A veces, para entender bien las cosas, conviene ponerlas al revés, de manera que nos afecten a nosotros mismos. Supongamos que uno lee una noticia que viene de un país vecino y dice: “Venezuela restablece la pena de muerte, pero solo para los colombianos”. O que en Estados Unidos resolvieran al fin prohibir la pena de muerte para todos los ciudadanos, salvo para los negros. La arbitrariedad y la injusticia de una decisión así saltaría a la vista.
Pues resulta que es precisamente esto lo que acaba de aprobar la Knesset de Israel, por 62 votos contra 48 (no sé por qué en las ex democracias actuales la minoría tiene siempre la razón). En Israel la pena de muerte llevaba años de moratoria, pero esta moratoria acaba de revocarse y se restablece la horca, aunque no para todo el mundo, sino solo para los palestinos. Imagínense lo que pasaría en el mundo si Alemania decidiera restablecer la pena de muerte, pero solo para los judíos. La indignación sería general, y sería muy justo que fuera así. Sin embargo, ahora que Israel ha resuelto aprobar una ley de este tipo, las reacciones son tímidas (de parte del gobierno alemán, por ejemplo) o inexistentes (por parte del gobierno cómplice de Estados Unidos).

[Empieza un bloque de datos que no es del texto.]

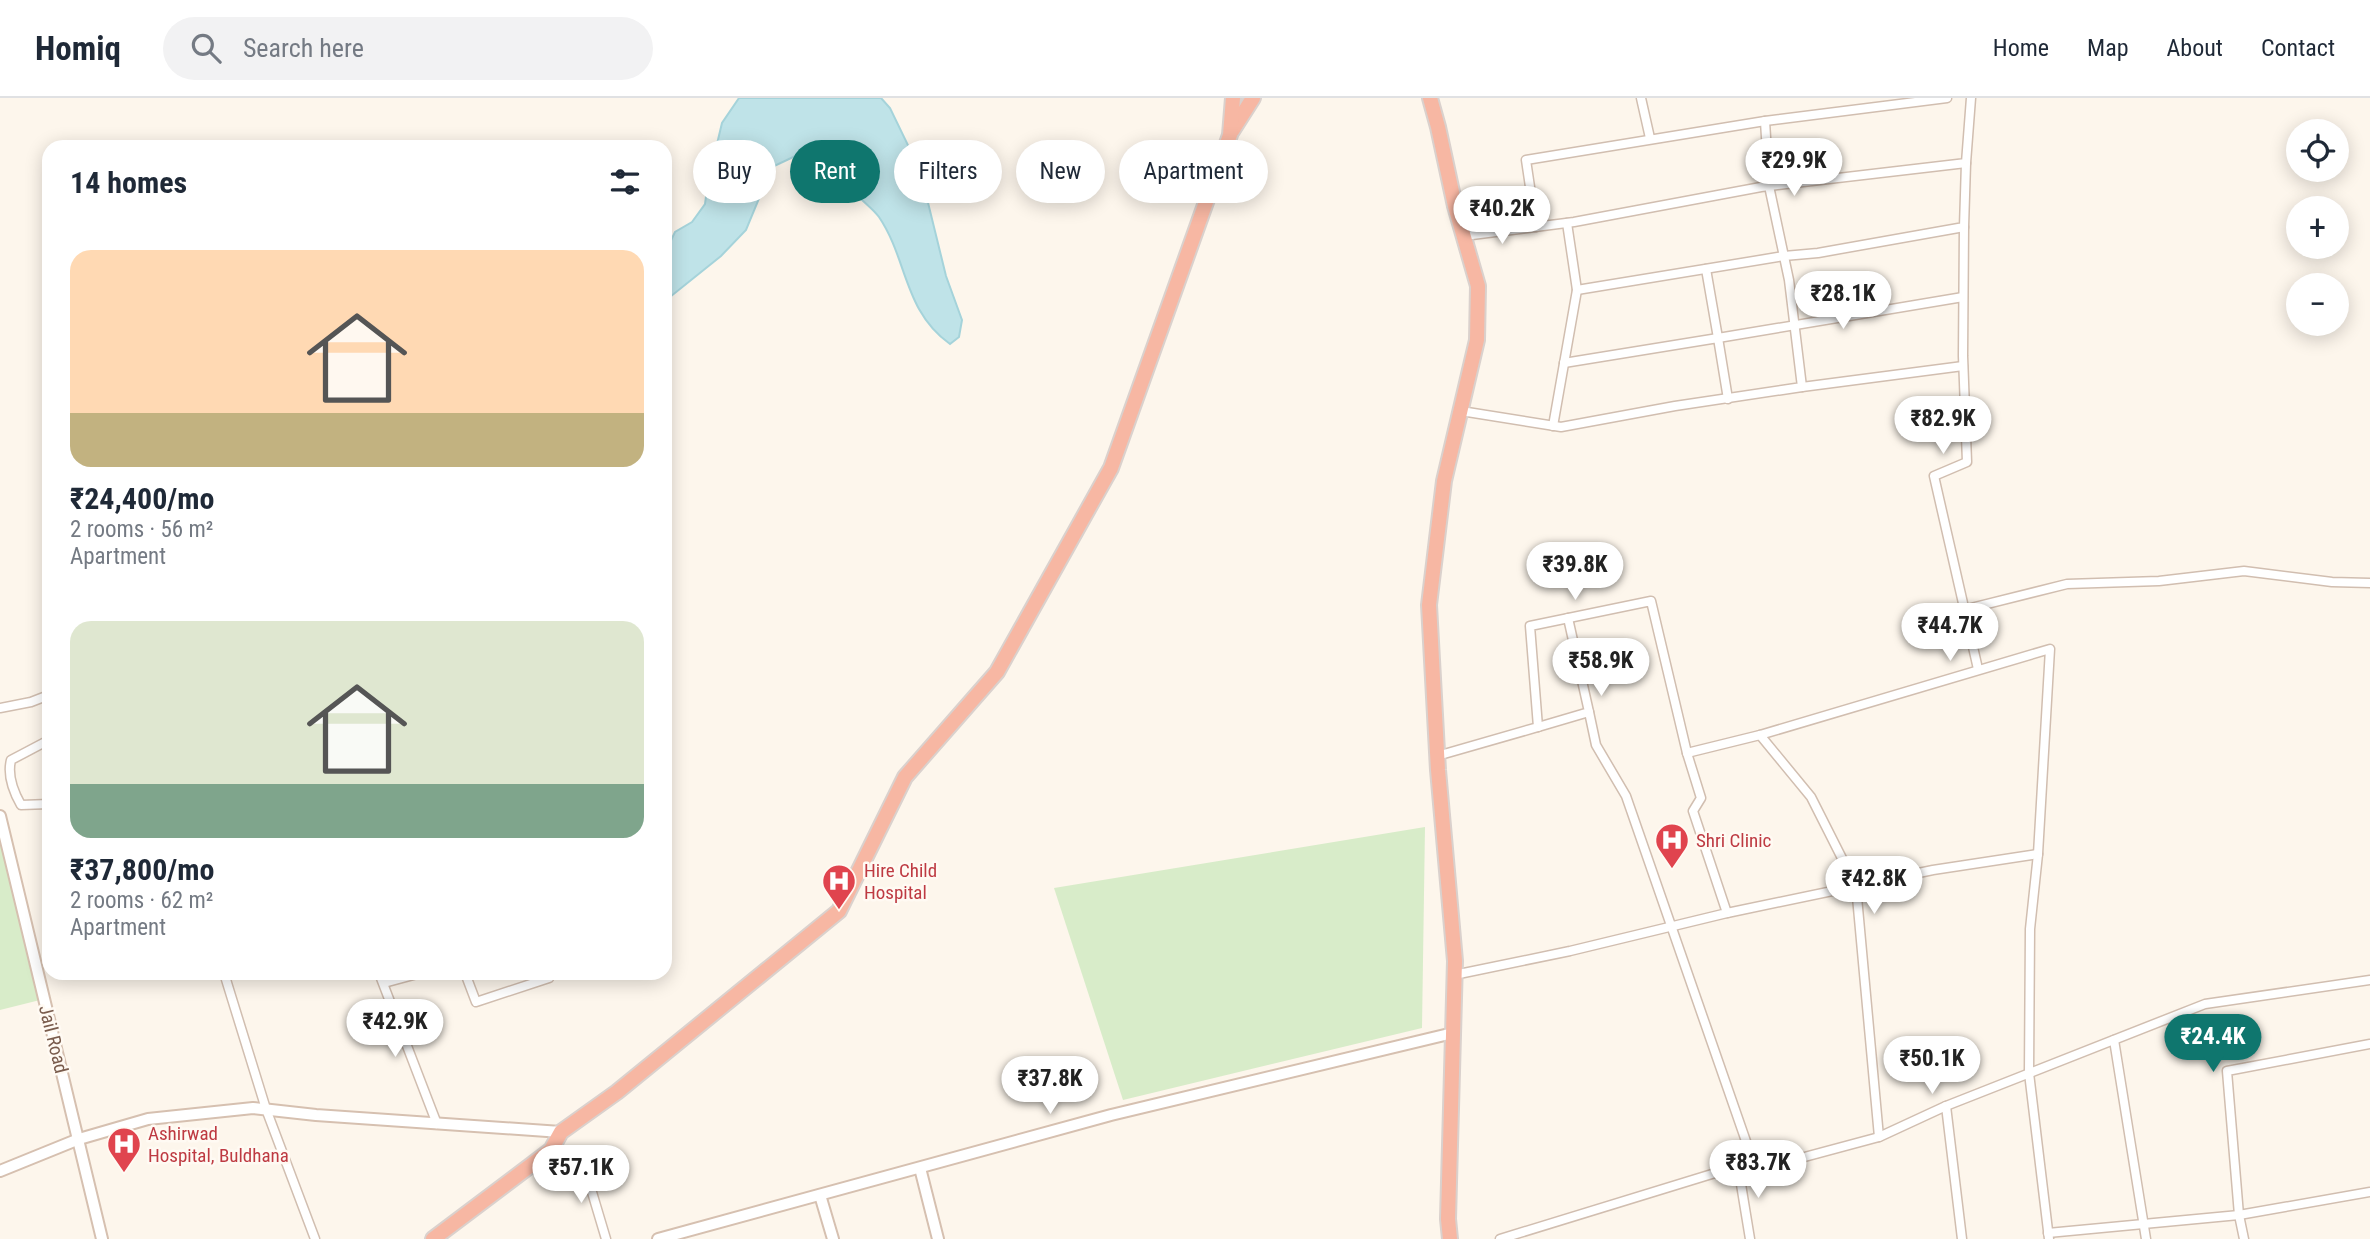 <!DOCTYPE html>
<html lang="en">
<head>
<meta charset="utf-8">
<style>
  :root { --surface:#fff; --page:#f2f2f3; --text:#1f2937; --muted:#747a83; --line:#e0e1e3; --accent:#0f766e }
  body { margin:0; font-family:"Roboto Condensed",sans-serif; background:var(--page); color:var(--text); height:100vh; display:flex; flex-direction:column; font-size:26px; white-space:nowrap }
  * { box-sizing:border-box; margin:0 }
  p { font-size:23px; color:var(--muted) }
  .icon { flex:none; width:38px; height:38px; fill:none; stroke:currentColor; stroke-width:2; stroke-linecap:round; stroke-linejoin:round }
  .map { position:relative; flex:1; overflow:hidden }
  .details { position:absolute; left:42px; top:42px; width:630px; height:840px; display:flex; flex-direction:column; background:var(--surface); border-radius:21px; box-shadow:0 4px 18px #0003 }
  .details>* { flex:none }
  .guide { position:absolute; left:693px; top:42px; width:665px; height:63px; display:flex; gap:14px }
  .buttons { position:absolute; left:2286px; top:21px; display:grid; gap:14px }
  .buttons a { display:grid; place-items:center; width:63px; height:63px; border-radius:50%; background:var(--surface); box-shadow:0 4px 18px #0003; font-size:35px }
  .price { position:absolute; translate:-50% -60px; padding:0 16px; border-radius:24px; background:#fff; color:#222; font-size:23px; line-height:46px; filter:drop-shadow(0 2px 4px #0008) }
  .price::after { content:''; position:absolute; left:50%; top:42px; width:21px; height:16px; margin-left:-10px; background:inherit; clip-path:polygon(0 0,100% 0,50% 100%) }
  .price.current { background:var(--accent); color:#fff }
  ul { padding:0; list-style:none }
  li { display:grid; align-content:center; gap:14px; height:371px; padding:0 28px }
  li span { display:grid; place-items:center; height:217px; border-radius:21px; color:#555 }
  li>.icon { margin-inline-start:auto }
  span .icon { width:126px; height:126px; fill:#fffc; stroke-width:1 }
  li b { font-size:30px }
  h2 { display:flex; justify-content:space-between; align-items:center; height:84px; padding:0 28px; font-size:30px }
  .chip { padding:0 24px; border-radius:32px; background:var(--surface); box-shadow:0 4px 18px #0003; font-size:24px; line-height:63px }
  .chip.current { background:var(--accent); color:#fff }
  header { display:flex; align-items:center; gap:42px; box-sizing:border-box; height:98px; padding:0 35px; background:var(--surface); border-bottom:2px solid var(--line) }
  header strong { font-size:33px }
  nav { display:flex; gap:38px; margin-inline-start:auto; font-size:24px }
  .search { width:490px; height:63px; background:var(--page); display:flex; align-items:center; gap:18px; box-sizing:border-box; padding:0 24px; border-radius:38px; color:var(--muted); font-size:26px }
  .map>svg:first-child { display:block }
  .green { fill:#d8ecc9 }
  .water { fill:#bfe3e8; stroke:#a5d3da; stroke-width:2 }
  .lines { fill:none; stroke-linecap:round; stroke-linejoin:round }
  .street-casing { stroke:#d1beb0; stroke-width:11 }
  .secondary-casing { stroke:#d6c0b0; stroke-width:14 }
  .highway-casing { stroke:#dad1cd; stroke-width:18 }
  .street { stroke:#fff; stroke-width:8 }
  .secondary { stroke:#fff; stroke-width:10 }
  .highway { stroke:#f7b7a3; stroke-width:14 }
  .labels { text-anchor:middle; stroke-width:5; stroke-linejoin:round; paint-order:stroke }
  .health-label { font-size:19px; fill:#be3a42; stroke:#fffaf3; text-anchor:start }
  .street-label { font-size:19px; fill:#7a5c4d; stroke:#fffaf3 }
</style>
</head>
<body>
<header>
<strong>Homiq</strong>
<div class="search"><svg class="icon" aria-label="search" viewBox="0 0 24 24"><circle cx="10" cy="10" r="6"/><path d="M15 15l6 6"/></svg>Search here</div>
<nav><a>Home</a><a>Map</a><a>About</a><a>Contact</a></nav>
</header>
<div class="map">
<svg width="2370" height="1141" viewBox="0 0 2370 1141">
  <rect width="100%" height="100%" fill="#fdf6ec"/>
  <g class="green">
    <path d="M1425 729 1422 930 1123 1002 1054 790Z"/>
    <path d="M0 735 40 902 0 912Z"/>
  </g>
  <path class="water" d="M739 0H881L890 10 920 72 946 178 962 222 959 239 950 246C903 212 908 162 879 119 874 112 866 106 860 100 843 82 828 66 806 53L772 69 746 132 721 158 665 203V155L675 134 692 124 705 106 708 84 722 25Z"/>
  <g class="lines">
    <g class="street-casing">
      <g id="street">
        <path d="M1641 0 1650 40"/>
        <path d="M1536 129 1526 62 1765 23 1947 0"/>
        <path d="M1964 129 1963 258 1967 364 1934 378 1978 571"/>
        <path d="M1464 138 1574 124 1761 89 1966 65 1971 0"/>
        <path d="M1706 171 1718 240 1963 199"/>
        <path d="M1577 192 1784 158 1818 155 1964 129 1966 65"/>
        <path d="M1564 265 1718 240 1728 301"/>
        <path d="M1802 289 1963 268"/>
        <path d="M1461 313 1561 329 1675 308 1802 289 1789 182 1769 88 1765 23"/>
        <path d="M1553 328 1577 192 1567 125"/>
        <path d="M1963 512 2067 486 2159 483 2244 473 2332 484 2370 485"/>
        <path d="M0 610 31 604 49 597"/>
        <path d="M1589 614 1596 647 1626 698 1756 1072"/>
        <path d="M1538 629 1589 614 1568 520"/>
        <path d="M1760 637 1811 699 1856 788 1879 1039"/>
        <path d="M49 642 11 662C7 678 13 693 21 707L49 706"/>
        <path d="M1437 658 1538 629 1530 528 1651 503 1687 655"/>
        <path d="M1727 815 1933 772 2038 756"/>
        <path d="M224 875 266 1011 315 1141"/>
        <path d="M379 875 437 1026"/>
        <path d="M465 875 476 904 549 880"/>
        <path d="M1454 877 1570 853 1727 815 1693 713 1701 700 1687 655 1760 637 2050 551 2038 756 2030 831 2029 975 2049 1141"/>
        <path d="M384 885 421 875"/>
        <path d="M2114 942 2146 1141"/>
        <path d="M1946 1008 1962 1141"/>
        <path d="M583 1064 606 1141"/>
        <path d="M1738 1068 1750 1141"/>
        <path d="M2048 1135 2239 1117 2370 1094"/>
        <path d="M1500 1141 1738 1068 1756 1072 1879 1039 1946 1008 2205 906 2370 882"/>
        <path d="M2244 1141 2239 1117 2227 973 2370 946"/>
      </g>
    </g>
    <g class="secondary-casing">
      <g id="secondary">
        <path d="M0 718 102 1141"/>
        <path d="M920 1070 938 1141"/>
        <path d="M0 1073 79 1041 148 1021 253 1010 316 1017 561 1034"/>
        <path d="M820 1097 833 1141"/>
        <path d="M658 1141 1111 1017 1453 935"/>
      </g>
    </g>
    <g class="highway-casing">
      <g id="highway">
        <path d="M1430 0 1438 29 1455 108 1478 188 1477 242 1444 383 1429 507 1438 672 1455 863 1448 1121 1450 1141"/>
        <path d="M1232 33 1253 0"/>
        <path d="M433 1141 551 1052 561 1034 617 994 839 813 905 679 997 574 1111 370 1230 37 1233 0"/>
      </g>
    </g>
    <use href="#street" class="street"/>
    <use href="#secondary" class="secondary"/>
    <use href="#highway" class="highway"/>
  </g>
  <defs>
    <g id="hospital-pin" transform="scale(1.75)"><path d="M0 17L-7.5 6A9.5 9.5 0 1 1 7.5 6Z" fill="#e0444e" stroke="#fffaf3"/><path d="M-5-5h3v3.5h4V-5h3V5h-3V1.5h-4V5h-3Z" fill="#fff"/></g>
  </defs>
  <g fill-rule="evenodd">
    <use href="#hospital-pin" x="1672" y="742"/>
    <use href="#hospital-pin" x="839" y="783"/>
    <use href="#hospital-pin" x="124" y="1046"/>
  </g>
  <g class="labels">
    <g class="health-label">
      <text x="1696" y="749">Shri Clinic</text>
      <text x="864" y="779">Hire Child<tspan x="864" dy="22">Hospital</tspan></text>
      <text x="148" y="1042">Ashirwad<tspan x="148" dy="22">Hospital, Buldhana</tspan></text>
    </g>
    <g class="street-label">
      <text transform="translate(54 941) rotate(76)" y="7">Jail Road</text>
    </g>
  </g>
</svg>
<div class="buttons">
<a><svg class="icon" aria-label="locate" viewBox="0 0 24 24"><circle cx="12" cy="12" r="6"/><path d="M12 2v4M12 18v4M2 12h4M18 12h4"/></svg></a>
<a>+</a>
<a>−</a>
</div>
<b class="price" style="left:1794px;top:100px">₹29.9K</b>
<b class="price" style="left:1502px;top:148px">₹40.2K</b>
<b class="price" style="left:1843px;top:233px">₹28.1K</b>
<b class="price" style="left:1943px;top:358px">₹82.9K</b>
<b class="price" style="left:1575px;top:504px">₹39.8K</b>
<b class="price" style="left:1950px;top:565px">₹44.7K</b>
<b class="price" style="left:1601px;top:600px">₹58.9K</b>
<b class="price" style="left:1874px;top:818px">₹42.8K</b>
<b class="price" style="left:395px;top:961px">₹42.9K</b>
<b class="price current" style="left:2213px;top:976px">₹24.4K</b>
<b class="price" style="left:1932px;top:998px">₹50.1K</b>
<b class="price" style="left:1050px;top:1018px">₹37.8K</b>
<b class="price" style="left:1758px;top:1102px">₹83.7K</b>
<b class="price" style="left:581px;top:1107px">₹57.1K</b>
<div class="guide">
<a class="chip">Buy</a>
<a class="chip current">Rent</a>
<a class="chip">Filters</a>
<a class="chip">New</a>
<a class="chip">Apartment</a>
</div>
<section class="details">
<h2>14 homes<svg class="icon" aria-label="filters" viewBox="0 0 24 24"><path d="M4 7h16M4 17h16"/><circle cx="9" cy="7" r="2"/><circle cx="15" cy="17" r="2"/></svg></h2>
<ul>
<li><span style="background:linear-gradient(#ffd9b3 75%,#c2b280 0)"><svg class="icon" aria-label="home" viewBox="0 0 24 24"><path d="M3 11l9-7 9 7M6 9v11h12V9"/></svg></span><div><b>₹24,400/mo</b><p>2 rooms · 56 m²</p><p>Apartment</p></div></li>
<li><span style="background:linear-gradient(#dfe7d0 75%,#7fa58c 0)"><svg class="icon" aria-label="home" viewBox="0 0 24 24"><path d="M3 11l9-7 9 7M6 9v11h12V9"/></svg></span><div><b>₹37,800/mo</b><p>2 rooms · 62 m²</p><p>Apartment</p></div></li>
</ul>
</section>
</div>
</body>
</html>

Se me dirá que esto solo se aplica a los palestinos terroristas (y se considera terrorismo matar a cualquier ciudadano israelí, incluso en legítima defensa). Bueno, les respondería yo, lo único que falta es que la pena se aplique automáticamente, por el solo hecho de ser palestino, sin que medie ningún delito real o al menos aparente. Lo grave es que si el acto terrorista lo comete un nacionalista israelí contra un palestino, en este caso la pena de muerte tiene otros requisitos y criterios, que la hacen imposible de aplicar. Esto quiere decir que van a ahorcar, después de juicios sumarios, solamente a los palestinos que se atrevan a defenderse.
Esta terrible distorsión de la ley, al aplicarla solamente a un grupo poblacional, es realmente monstruosa y tuvo razón el presidente de España, Sánchez, al declarar que era un paso más en la construcción de un régimen de Apartheid. Si después del genocidio en Gaza hicieran falta más decisiones monstruosas e ilegales para que el Estado de Israel pierda el respeto del mundo (un respeto del que disfrutó durante decenios y que yo mismo le profesé), esta nueva barbaridad, unida a la decisión de arrasar con todas las construcciones de una parte del Líbano, hace que Israel se convierta en un Estado abominable. Obviamente no abogo por su destrucción, pero ha perdido por completo, y hasta que no cambie, mi respeto y mi solidaridad. Esta afirmación no tiene ninguna importancia, pero es la expresión personal de un sentimiento mucho más general y mucho más arraigado de lo que se cree.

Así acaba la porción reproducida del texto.